*DATA EXTRACTS*:

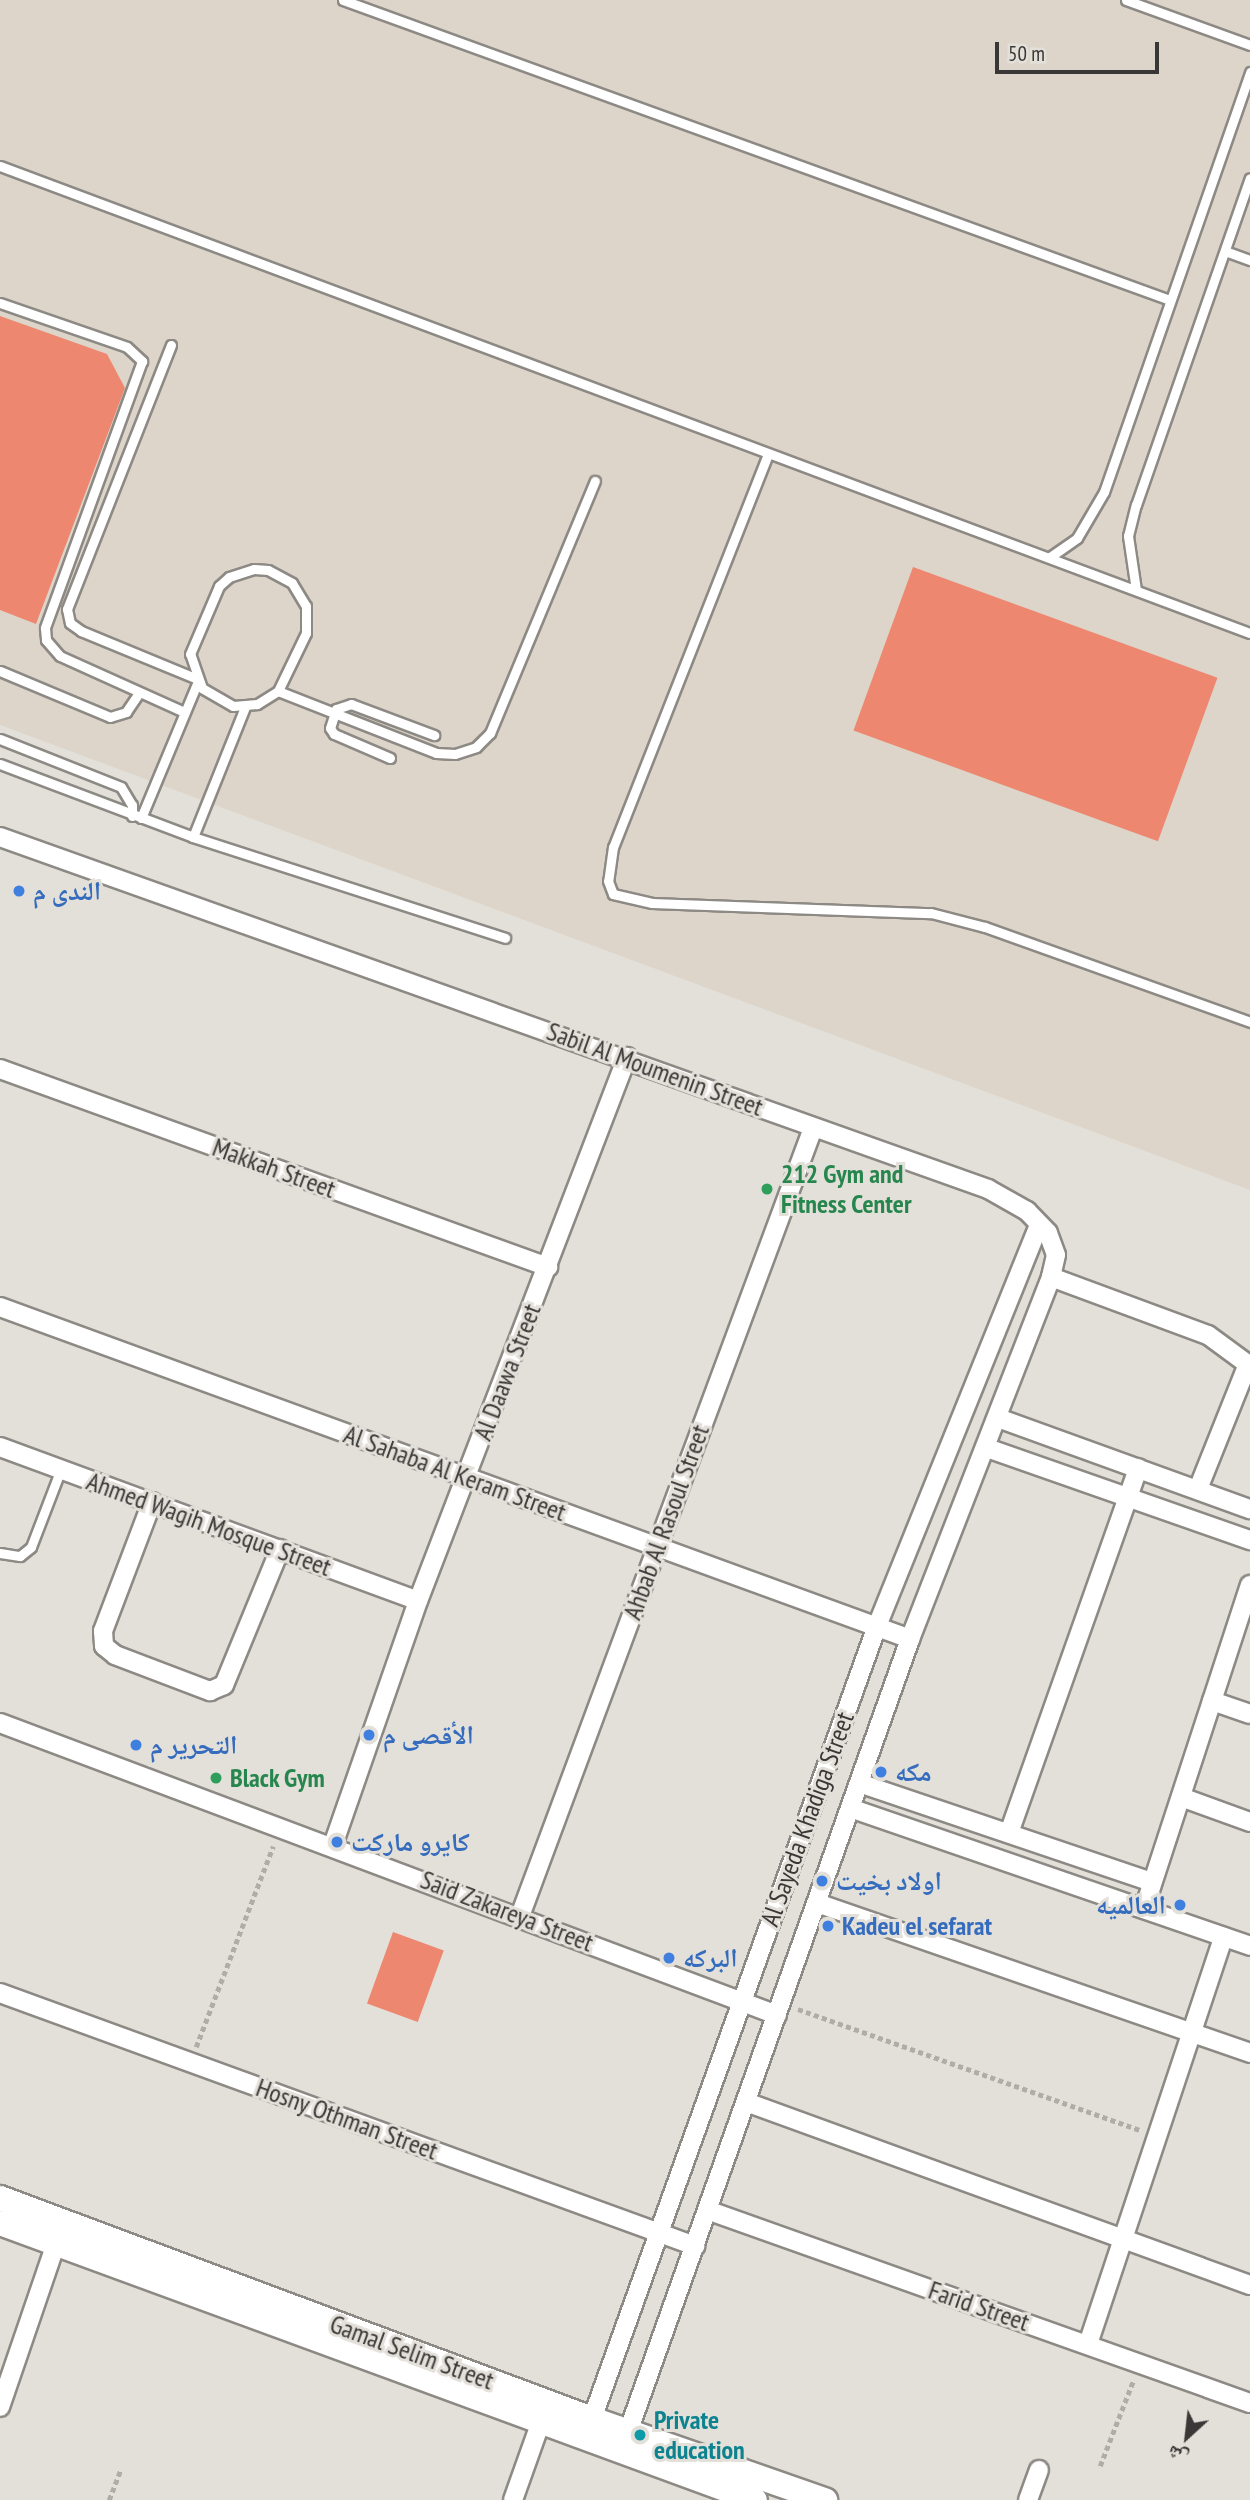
<!DOCTYPE html>
<meta charset="utf-8">
<style>
body{margin:0}
#map{position:relative;width:1250px;height:2500px;overflow:hidden;background:#e3e0da;font-family:"PT Sans Narrow","Noto Naskh Arabic",sans-serif}
div>[style]{position:absolute}
[style*='--x']{left:calc(var(--x)*1px);top:calc(var(--y)*1px);width:calc(var(--w)*1px);rotate:calc(var(--a)*1deg)}
.built>*{inset:0;background:#ddd5c9}
.building>*{inset:0;background:#ed8770;transform-origin:0 0}
.path>*{height:4.5px;margin-top:-2.25px;transform-origin:0;background:repeating-linear-gradient(90deg,#b0ada8 0 5px,transparent 0 8.5px)}
.roads{filter:drop-shadow(2px 0 #8d8984) drop-shadow(-2px 0 #8d8984) drop-shadow(0 2px #8d8984) drop-shadow(0 -2px #8d8984)}
.service>*{height:9px;margin:-4.5px;padding:0 4.5px;transform-origin:4.5px;border-radius:4.5px;background:#fff}
.minor>*{height:18px;margin:-9px;padding:0 9px;transform-origin:9px;border-radius:9px;background:#fff}
.secondary>*{height:24px;margin:-12px;padding:0 12px;transform-origin:12px;border-radius:12px;background:#fff}
.dots>*{width:19px;height:19px;translate:-50% -50%;box-sizing:border-box;border:4px solid #e3e0da;border-radius:50%}
span{translate:-50% -50%;white-space:nowrap;text-align:center;line-height:1.15;-webkit-text-stroke:6px #e3e0da;paint-order:stroke}
.shop-label{font-size:26px;color:#366cbe;font-weight:700}
.left{translate:0 -50%;text-align:left}
.right{translate:-100% -50%;text-align:right}
.street-label{font-size:26px;color:#3a3836}
.leisure-label{font-size:26px;color:#27864d;font-weight:700}
.culture-label{font-size:26px;color:#0d838f;font-weight:700}
.north{position:absolute;left:1152px;top:2402px;width:70px;height:70px;-webkit-text-stroke:5px #e3e0da;paint-order:stroke;rotate:207deg;font-size:19px;font-weight:700;line-height:28px;text-align:center;color:#3a3836}
.north::after{content:'';display:block;margin:auto;width:24px;height:32px;background:#3a3836;clip-path:polygon(50% 0,100% 100%,50% 72%,0 100%)}
.scale{position:absolute;left:995px;top:42px;width:164px;height:32px;box-sizing:border-box;border:4px solid #3a3836;border-top:0;padding-left:9px;font-size:21px;line-height:24px;white-space:nowrap;color:#3a3836;-webkit-text-stroke:5px #e3e0da;paint-order:stroke}
</style>
<div id="map">
<div class="built">
<i style="clip-path:polygon(0 0,1250px 0,1250px 1190px,0 725px)"></i>
</div>
<div class="building">
<i style="clip-path:polygon(0 316px,107px 354px,125px 388px,36px 624px,0 610px)"></i>
<i style="left:913px;top:567px;width:324px;height:174px;rotate:20deg"></i>
<i style="left:393px;top:1932px;width:54px;height:76px;rotate:20deg"></i>
</div>
<div class="path">
<i style="--x:798;--y:2009;--w:363;--a:19.5"></i>
<i style="--x:196;--y:2047;--w:215;--a:-69"></i>
<i style="--x:1100;--y:2466;--w:93;--a:-68.7"></i>
<i style="--x:109;--y:2500;--w:31;--a:-69"></i>
</div>
<div class="roads">
<div class="service">
<i style="--x:343;--y:0;--w:880;--a:19.94"></i>
<i style="--x:1126;--y:0;--w:132;--a:19.9"></i>
<i style="--x:0;--y:166;--w:1334;--a:20.49"></i>
<i style="--x:1225;--y:251;--w:27;--a:20"></i>
<i style="--x:0;--y:303;--w:134;--a:19.1"></i>
<i style="--x:127;--y:347;--w:21;--a:43"></i>
<i style="--x:142;--y:361;--w:284;--a:110"></i>
<i style="--x:45;--y:628;--w:12;--a:85"></i>
<i style="--x:46;--y:640;--w:21;--a:49"></i>
<i style="--x:60;--y:656;--w:136;--a:24.3"></i>
<i style="--x:171;--y:345;--w:284;--a:111.5"></i>
<i style="--x:67;--y:609;--w:14;--a:78"></i>
<i style="--x:70;--y:623;--w:14;--a:36"></i>
<i style="--x:81;--y:631;--w:123;--a:22.4"></i>
<i style="--x:768;--y:454;--w:422;--a:111.5"></i>
<i style="--x:613;--y:847;--w:34;--a:98"></i>
<i style="--x:608;--y:881;--w:14;--a:69"></i>
<i style="--x:613;--y:894;--w:40;--a:13"></i>
<i style="--x:652;--y:903;--w:279;--a:2.1"></i>
<i style="--x:931;--y:913;--w:56;--a:14.5"></i>
<i style="--x:985;--y:927;--w:282;--a:19.7"></i>
<i style="--x:1050;--y:557;--w:33;--a:-35"></i>
<i style="--x:1077;--y:538;--w:53;--a:-59.6"></i>
<i style="--x:1104;--y:492;--w:445;--a:-70.8"></i>
<i style="--x:254;--y:569;--w:14;--a:4"></i>
<i style="--x:268;--y:570;--w:27;--a:28"></i>
<i style="--x:292;--y:583;--w:27;--a:59"></i>
<i style="--x:306;--y:606;--w:27;--a:90"></i>
<i style="--x:306;--y:633;--w:64;--a:115.8"></i>
<i style="--x:278;--y:691;--w:25;--a:148"></i>
<i style="--x:257;--y:704;--w:24;--a:175"></i>
<i style="--x:233;--y:706;--w:36;--a:-150"></i>
<i style="--x:202;--y:688;--w:36;--a:-109"></i>
<i style="--x:190;--y:654;--w:74;--a:-66.9"></i>
<i style="--x:219;--y:586;--w:13;--a:-42"></i>
<i style="--x:229;--y:577;--w:26;--a:-18"></i>
<i style="--x:1136;--y:590;--w:55;--a:-98.4"></i>
<i style="--x:1128;--y:536;--w:32;--a:-76"></i>
<i style="--x:1136;--y:505;--w:346;--a:-70.8"></i>
<i style="--x:0;--y:671;--w:119;--a:22.7"></i>
<i style="--x:110;--y:717;--w:17;--a:-17"></i>
<i style="--x:126;--y:712;--w:23;--a:-56"></i>
<i style="--x:278;--y:691;--w:170;--a:21.4"></i>
<i style="--x:436;--y:753;--w:19;--a:3"></i>
<i style="--x:455;--y:754;--w:22;--a:-18"></i>
<i style="--x:476;--y:747;--w:20;--a:-45"></i>
<i style="--x:490;--y:733;--w:273;--a:-67.4"></i>
<i style="--x:0;--y:739;--w:130;--a:21.6"></i>
<i style="--x:121;--y:787;--w:21;--a:59"></i>
<i style="--x:132;--y:805;--w:11;--a:90"></i>
<i style="--x:390;--y:758;--w:61;--a:-156.8"></i>
<i style="--x:334;--y:734;--w:7;--a:-124"></i>
<i style="--x:330;--y:728;--w:20;--a:-72"></i>
<i style="--x:336;--y:709;--w:16;--a:-18"></i>
<i style="--x:351;--y:704;--w:89;--a:20.5"></i>
<i style="--x:0;--y:764;--w:206;--a:20.7"></i>
<i style="--x:193;--y:837;--w:328;--a:17.9"></i>
<i style="--x:141;--y:818;--w:148;--a:-67.4"></i>
<i style="--x:193;--y:837;--w:140;--a:-68.2"></i>
<i style="--x:0;--y:1553;--w:20;--a:9"></i>
<i style="--x:20;--y:1556;--w:14;--a:-39"></i>
<i style="--x:31;--y:1547;--w:84;--a:-69"></i>
</div>
<div class="minor">
<i style="--x:0;--y:837;--w:1049;--a:19.61"></i>
<i style="--x:988;--y:1189;--w:45;--a:29.4"></i>
<i style="--x:1027;--y:1211;--w:30;--a:46"></i>
<i style="--x:1048;--y:1233;--w:23;--a:70"></i>
<i style="--x:1056;--y:1255;--w:23;--a:103"></i>
<i style="--x:1051;--y:1277;--w:167;--a:20.3"></i>
<i style="--x:1208;--y:1335;--w:52;--a:36.4"></i>
<i style="--x:0;--y:1069;--w:583;--a:19.87"></i>
<i style="--x:0;--y:1307;--w:969;--a:20.04"></i>
<i style="--x:998;--y:1418;--w:268;--a:19.9"></i>
<i style="--x:0;--y:1447;--w:445;--a:20.2"></i>
<i style="--x:987;--y:1448;--w:279;--a:19.3"></i>
<i style="--x:1198;--y:1489;--w:135;--a:-68.2"></i>
<i style="--x:152;--y:1502;--w:138;--a:110.8"></i>
<i style="--x:103;--y:1631;--w:15;--a:86"></i>
<i style="--x:104;--y:1646;--w:14;--a:39"></i>
<i style="--x:115;--y:1655;--w:102;--a:20.8"></i>
<i style="--x:210;--y:1691;--w:15;--a:-23"></i>
<i style="--x:224;--y:1685;--w:147;--a:-67.6"></i>
<i style="--x:1212;--y:1701;--w:40;--a:18.9"></i>
<i style="--x:0;--y:1723;--w:830;--a:20.6"></i>
<i style="--x:859;--y:1783;--w:309;--a:18.7"></i>
<i style="--x:1181;--y:1797;--w:73;--a:19.9"></i>
<i style="--x:850;--y:1808;--w:423;--a:19"></i>
<i style="--x:1009;--y:1833;--w:387;--a:-70.5"></i>
<i style="--x:333;--y:1845;--w:258;--a:-70.8"></i>
<i style="--x:418;--y:1601;--w:583;--a:-68.98"></i>
<i style="--x:817;--y:1903;--w:458;--a:19.1"></i>
<i style="--x:1144;--y:1909;--w:341;--a:-71.9"></i>
<i style="--x:520;--y:1916;--w:841;--a:-69.6"></i>
<i style="--x:0;--y:1993;--w:740;--a:20"></i>
<i style="--x:746;--y:2102;--w:536;--a:19.96"></i>
<i style="--x:707;--y:2210;--w:576;--a:19.57"></i>
<i style="--x:1088;--y:2344;--w:429;--a:-71.6"></i>
<i style="--x:0;--y:2407;--w:185;--a:-71.1"></i>
<i style="--x:592;--y:2419;--w:843;--a:-70.23"></i>
<i style="--x:877;--y:1626;--w:432;--a:-68"></i>
<i style="--x:628;--y:2432;--w:842;--a:-70.42"></i>
<i style="--x:910;--y:1639;--w:388;--a:-68.7"></i>
<i style="--x:513;--y:2500;--w:81;--a:-70.4"></i>
<i style="--x:1028;--y:2500;--w:32;--a:-70"></i>
</div>
<div class="secondary">
<i style="--x:0;--y:2198;--w:632;--a:20.47"></i>
<i style="--x:592;--y:2419;--w:247;--a:19.2"></i>
<i style="--x:0;--y:2223;--w:804;--a:20.15"></i>
</div>
</div>
<div class="dots">
<i style="left:19px;top:891px;background:#3f7fe0"></i>
<i style="left:767px;top:1189px;background:#2e9e5b"></i>
<i style="left:369px;top:1735px;background:#3f7fe0"></i>
<i style="left:136px;top:1745px;background:#3f7fe0"></i>
<i style="left:881px;top:1772px;background:#3f7fe0"></i>
<i style="left:216px;top:1778px;background:#2e9e5b"></i>
<i style="left:337px;top:1842px;background:#3f7fe0"></i>
<i style="left:822px;top:1881px;background:#3f7fe0"></i>
<i style="left:1180px;top:1905px;background:#3f7fe0"></i>
<i style="left:828px;top:1926px;background:#3f7fe0"></i>
<i style="left:669px;top:1958px;background:#3f7fe0"></i>
<i style="left:640px;top:2435px;background:#0f9aa8"></i>
</div>
<div class="shop-label">
<span class="left" style="left:33px;top:891px">الندى م</span>
<span class="left" style="left:383px;top:1735px">الأقصى م</span>
<span class="left" style="left:150px;top:1745px">التحرير م</span>
<span class="left" style="left:895px;top:1772px">مكه</span>
<span class="left" style="left:351px;top:1842px">كايرو ماركت</span>
<span class="left" style="left:836px;top:1881px">اولاد بخيت</span>
<span class="right" style="left:1166px;top:1905px">العالميه</span>
<span class="left" style="left:842px;top:1926px">Kadeu el sefarat</span>
<span class="left" style="left:683px;top:1958px">البركه</span>
</div>
<div class="street-label">
<span style="left:655px;top:1069px;rotate:20deg">Sabil Al Moumenin Street</span>
<span style="left:274px;top:1168px;rotate:20deg">Makkah Street</span>
<span style="left:507px;top:1372px;rotate:-69deg">Al Daawa Street</span>
<span style="left:455px;top:1473px;rotate:20deg">Al Sahaba Al Keram Street</span>
<span style="left:666px;top:1522px;rotate:-70deg">Ahbab Al Rasoul Street</span>
<span style="left:209px;top:1524px;rotate:20deg">Ahmed Wagih Mosque Street</span>
<span style="left:807px;top:1819px;rotate:-70deg">Al Sayeda Khadiga Street</span>
<span style="left:507px;top:1911px;rotate:21deg">Said Zakareya Street</span>
<span style="left:347px;top:2119px;rotate:20deg">Hosny Othman Street</span>
<span style="left:979px;top:2306px;rotate:19deg">Farid Street</span>
<span style="left:412px;top:2352px;rotate:20deg">Gamal Selim Street</span>
</div>
<div class="leisure-label">
<span class="left" style="left:781px;top:1189px">212 Gym and<br>Fitness Center</span>
<span class="left" style="left:230px;top:1778px">Black Gym</span>
</div>
<div class="culture-label">
<span class="left" style="left:654px;top:2435px">Private<br>education</span>
</div>
<div class="north">ش</div>
<div class="scale">50 m</div>
</div>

*ASSIGNMENT*: Tally the lines of the records above that contain the word "text". Give only the total.

*REPLY TO THE TASK*: 5